RECORDS PROVIDED.
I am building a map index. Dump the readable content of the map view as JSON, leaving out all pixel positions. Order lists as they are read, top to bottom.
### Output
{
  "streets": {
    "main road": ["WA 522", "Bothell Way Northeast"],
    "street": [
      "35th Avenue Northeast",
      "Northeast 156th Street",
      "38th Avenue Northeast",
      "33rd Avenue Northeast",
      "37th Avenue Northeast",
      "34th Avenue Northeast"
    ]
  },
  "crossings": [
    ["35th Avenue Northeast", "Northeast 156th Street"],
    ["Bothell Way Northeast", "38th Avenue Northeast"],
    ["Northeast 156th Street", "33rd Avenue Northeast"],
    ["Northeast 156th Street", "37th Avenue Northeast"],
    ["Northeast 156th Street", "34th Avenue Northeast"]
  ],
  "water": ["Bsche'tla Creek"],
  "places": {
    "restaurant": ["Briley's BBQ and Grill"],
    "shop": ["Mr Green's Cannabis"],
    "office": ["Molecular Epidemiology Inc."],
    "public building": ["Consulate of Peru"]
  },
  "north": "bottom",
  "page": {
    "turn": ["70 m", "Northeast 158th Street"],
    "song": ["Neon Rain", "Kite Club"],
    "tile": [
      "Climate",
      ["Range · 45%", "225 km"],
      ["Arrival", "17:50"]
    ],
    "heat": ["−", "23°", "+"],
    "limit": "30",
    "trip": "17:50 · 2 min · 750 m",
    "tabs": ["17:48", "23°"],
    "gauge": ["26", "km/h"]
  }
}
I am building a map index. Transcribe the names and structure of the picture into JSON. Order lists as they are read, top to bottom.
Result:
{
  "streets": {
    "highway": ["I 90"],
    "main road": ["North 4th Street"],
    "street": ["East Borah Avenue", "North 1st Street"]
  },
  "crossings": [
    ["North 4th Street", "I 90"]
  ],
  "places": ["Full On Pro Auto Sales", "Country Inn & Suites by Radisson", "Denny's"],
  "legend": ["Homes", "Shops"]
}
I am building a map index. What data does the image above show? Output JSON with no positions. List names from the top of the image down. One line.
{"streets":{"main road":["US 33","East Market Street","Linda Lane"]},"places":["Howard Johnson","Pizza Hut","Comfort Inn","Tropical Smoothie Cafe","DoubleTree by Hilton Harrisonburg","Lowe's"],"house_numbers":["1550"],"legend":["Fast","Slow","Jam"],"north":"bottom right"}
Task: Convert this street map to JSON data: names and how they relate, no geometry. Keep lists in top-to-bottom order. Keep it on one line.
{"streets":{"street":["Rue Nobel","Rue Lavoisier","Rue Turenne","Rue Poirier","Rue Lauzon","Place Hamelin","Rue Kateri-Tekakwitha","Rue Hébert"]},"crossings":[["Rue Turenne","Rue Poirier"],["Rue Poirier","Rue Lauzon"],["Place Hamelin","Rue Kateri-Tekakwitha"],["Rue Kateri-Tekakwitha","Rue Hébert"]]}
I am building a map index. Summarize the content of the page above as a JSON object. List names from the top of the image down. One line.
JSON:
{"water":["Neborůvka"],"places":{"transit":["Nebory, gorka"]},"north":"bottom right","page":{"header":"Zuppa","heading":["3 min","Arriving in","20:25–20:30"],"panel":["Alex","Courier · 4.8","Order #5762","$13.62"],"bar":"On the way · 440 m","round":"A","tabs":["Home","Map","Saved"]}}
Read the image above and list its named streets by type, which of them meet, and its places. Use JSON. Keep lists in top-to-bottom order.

THE PROBLEM. Wherever the line holding "Task: Convert this" falls in the entries above, copy exactly from it through the line holding "I am building a map index. Summarize", inclusive, and add nothing.

WORKED SOLUTION.
Task: Convert this street map to JSON data: names and how they relate, no geometry. Keep lists in top-to-bottom order. Keep it on one line.
{"streets":{"street":["Rue Nobel","Rue Lavoisier","Rue Turenne","Rue Poirier","Rue Lauzon","Place Hamelin","Rue Kateri-Tekakwitha","Rue Hébert"]},"crossings":[["Rue Turenne","Rue Poirier"],["Rue Poirier","Rue Lauzon"],["Place Hamelin","Rue Kateri-Tekakwitha"],["Rue Kateri-Tekakwitha","Rue Hébert"]]}
I am building a map index. Summarize the content of the page above as a JSON object. List names from the top of the image down. One line.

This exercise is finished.